→ Goal of the exercise: Write the listing below out again in full, dropping its pictures.

→ The data:
######
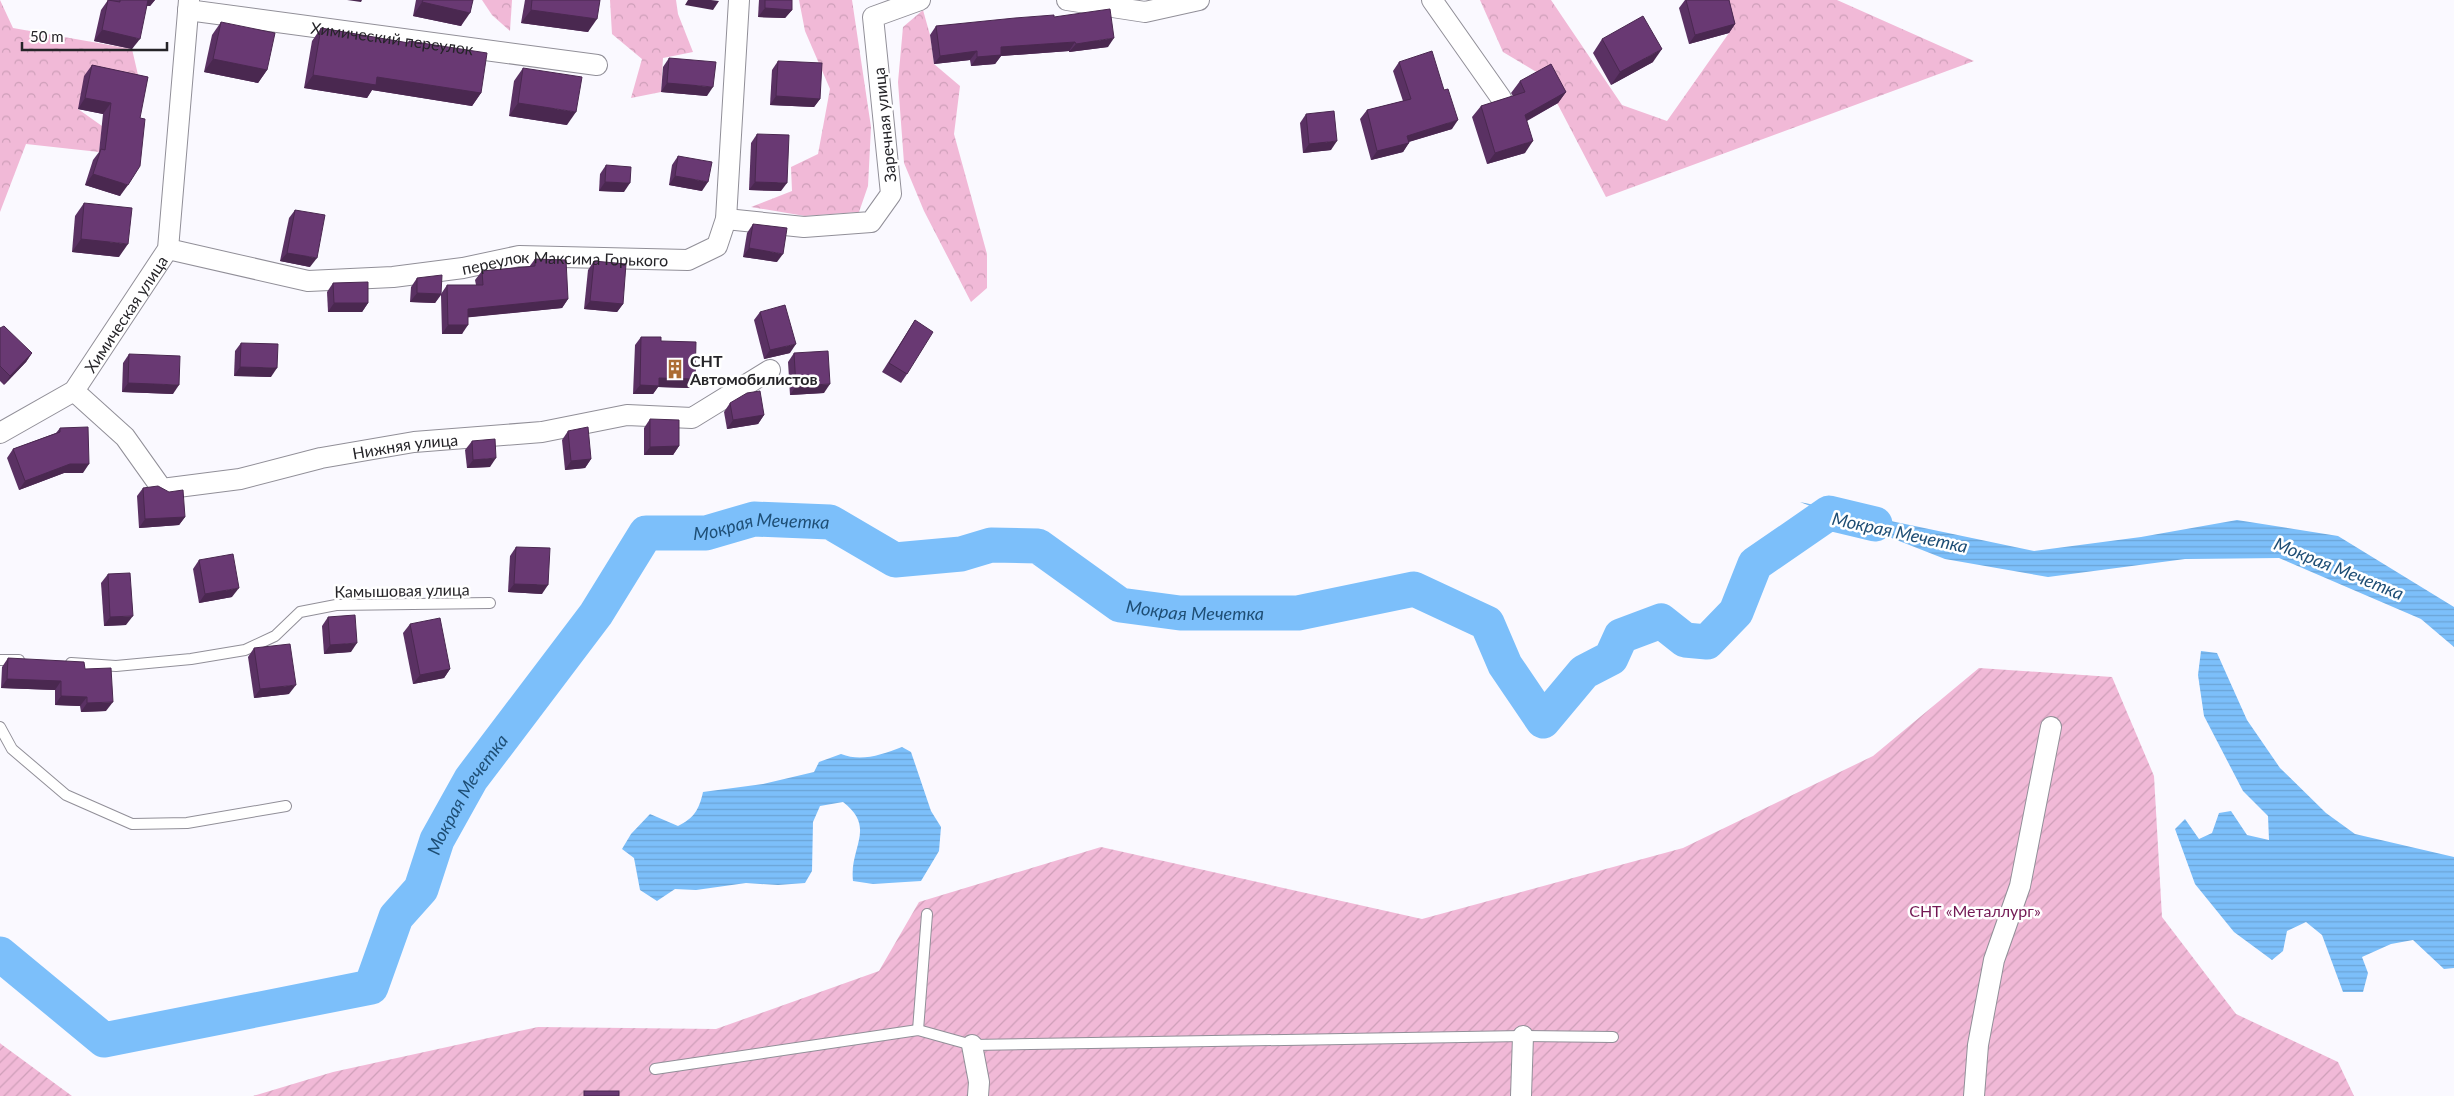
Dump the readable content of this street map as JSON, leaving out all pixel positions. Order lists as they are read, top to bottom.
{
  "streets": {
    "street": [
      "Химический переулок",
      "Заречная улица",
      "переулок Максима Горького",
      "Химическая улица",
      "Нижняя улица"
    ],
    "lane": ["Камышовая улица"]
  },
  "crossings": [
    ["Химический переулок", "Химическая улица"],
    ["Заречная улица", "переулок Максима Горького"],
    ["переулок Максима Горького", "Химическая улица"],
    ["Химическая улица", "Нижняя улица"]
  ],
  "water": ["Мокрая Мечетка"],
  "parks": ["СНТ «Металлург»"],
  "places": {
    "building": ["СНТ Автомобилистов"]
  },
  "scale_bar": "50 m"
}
######
→ Response:
Dump the readable content of this street map as JSON, leaving out all pixel positions. Order lists as they are read, top to bottom.
{
  "streets": {
    "street": [
      "Химический переулок",
      "Заречная улица",
      "переулок Максима Горького",
      "Химическая улица",
      "Нижняя улица"
    ],
    "lane": ["Камышовая улица"]
  },
  "crossings": [
    ["Химический переулок", "Химическая улица"],
    ["Заречная улица", "переулок Максима Горького"],
    ["переулок Максима Горького", "Химическая улица"],
    ["Химическая улица", "Нижняя улица"]
  ],
  "water": ["Мокрая Мечетка"],
  "parks": ["СНТ «Металлург»"],
  "places": {
    "building": ["СНТ Автомобилистов"]
  },
  "scale_bar": "50 m"
}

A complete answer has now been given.